DETAILED ACTION
Notice of Pre-AIA or AIA Status
The present application, filed on or after March 16, 2013, is being examined under the first inventor to file provisions of the AIA .
Status of Claims
Receipt of Remarks/Amendments filed on 03/18/2026 is acknowledged. Claims 1-9 are amended and claims 21-23 are new. Claims 9-20 remain withdrawn as being directed to a non-elected invention. Claims 1-8 and 21-23 are examined on the merits herein.
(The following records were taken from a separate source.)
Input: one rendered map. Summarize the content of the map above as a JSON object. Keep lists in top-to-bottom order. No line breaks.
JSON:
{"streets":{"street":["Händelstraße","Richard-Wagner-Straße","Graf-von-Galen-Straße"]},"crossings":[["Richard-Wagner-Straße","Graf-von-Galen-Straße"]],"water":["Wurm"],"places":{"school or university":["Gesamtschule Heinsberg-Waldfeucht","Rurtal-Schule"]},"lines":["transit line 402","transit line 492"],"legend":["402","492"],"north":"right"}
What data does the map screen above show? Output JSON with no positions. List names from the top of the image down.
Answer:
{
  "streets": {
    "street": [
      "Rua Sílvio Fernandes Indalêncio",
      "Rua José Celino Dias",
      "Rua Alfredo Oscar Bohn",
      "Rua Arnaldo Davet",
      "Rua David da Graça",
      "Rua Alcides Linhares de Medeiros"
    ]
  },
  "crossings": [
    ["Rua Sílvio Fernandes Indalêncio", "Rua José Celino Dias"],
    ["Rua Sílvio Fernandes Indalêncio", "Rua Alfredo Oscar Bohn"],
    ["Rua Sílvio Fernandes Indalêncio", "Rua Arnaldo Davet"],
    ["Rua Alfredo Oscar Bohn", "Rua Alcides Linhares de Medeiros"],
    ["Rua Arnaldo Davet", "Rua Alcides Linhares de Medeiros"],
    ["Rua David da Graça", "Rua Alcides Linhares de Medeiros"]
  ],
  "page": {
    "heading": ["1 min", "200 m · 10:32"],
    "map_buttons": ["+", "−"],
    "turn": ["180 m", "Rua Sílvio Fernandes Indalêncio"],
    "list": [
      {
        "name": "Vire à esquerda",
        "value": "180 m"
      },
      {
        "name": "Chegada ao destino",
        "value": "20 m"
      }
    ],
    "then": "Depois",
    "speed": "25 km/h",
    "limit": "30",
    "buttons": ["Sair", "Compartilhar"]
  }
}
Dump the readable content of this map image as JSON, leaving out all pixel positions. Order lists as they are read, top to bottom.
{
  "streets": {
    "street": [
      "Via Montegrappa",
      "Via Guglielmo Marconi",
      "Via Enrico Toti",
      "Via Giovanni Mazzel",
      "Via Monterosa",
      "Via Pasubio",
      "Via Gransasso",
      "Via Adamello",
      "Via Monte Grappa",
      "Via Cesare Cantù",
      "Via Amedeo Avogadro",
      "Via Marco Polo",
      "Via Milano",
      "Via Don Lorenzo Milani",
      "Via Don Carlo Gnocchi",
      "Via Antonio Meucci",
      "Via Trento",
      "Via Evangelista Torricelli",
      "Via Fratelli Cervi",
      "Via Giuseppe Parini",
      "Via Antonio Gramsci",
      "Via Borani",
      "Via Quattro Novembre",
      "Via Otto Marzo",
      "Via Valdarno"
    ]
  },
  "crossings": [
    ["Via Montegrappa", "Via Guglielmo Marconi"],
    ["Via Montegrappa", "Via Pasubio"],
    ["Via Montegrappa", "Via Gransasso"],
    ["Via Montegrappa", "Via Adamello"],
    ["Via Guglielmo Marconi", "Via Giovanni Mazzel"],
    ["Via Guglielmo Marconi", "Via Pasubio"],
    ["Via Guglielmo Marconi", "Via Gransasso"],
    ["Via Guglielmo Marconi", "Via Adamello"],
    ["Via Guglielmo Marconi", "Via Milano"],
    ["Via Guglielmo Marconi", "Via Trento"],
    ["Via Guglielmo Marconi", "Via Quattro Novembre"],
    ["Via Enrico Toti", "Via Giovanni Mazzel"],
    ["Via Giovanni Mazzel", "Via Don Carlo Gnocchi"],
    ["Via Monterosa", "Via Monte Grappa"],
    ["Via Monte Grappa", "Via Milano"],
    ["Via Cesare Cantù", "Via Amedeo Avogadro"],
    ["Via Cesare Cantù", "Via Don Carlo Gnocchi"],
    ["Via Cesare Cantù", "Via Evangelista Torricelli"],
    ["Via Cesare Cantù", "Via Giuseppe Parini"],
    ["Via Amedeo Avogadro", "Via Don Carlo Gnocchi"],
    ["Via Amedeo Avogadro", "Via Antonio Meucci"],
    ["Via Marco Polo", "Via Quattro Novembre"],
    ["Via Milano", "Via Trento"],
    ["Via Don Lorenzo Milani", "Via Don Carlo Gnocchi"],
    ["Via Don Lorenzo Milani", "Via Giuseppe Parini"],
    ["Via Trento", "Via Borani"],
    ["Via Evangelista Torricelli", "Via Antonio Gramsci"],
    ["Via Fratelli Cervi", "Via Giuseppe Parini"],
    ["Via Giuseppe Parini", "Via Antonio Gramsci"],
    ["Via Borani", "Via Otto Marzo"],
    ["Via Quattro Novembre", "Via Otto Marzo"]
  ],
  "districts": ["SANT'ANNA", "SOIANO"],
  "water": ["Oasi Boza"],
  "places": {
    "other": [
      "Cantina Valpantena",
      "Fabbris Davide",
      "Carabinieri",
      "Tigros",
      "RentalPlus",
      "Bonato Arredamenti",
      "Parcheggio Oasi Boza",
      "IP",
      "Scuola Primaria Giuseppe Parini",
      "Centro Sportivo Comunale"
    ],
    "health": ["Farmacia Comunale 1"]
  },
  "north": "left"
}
Non-Compliance of Amendments
Claims 3-4, 6, and 9 contain amendments in the body of the claim, however, their claim status does not indicate such amendments. The claim status identifier should either read (Currently Amended) or (Withdrawn – Currently Amended) for the relevant claims.
Priority
The instant application filed 09/25/2023, is a 371 filing of PCT/IB2022/053637, filed 04/19/2022, which claims foreign priority to FR2104295, filed 04/26/2021.
Withdrawn Rejections
Claims 1-8 were rejected under 35 U.S.C. 112(b). Applicant’s amendments to the claims have overcome the rejections and the rejections are withdrawn.
Claims 1 and 5-6 were rejected under 35 U.S.C. 102(a)(1) as being anticipated by Chen. Applicant’s amendment to claim 1 has overcome the rejection and the rejection is withdrawn.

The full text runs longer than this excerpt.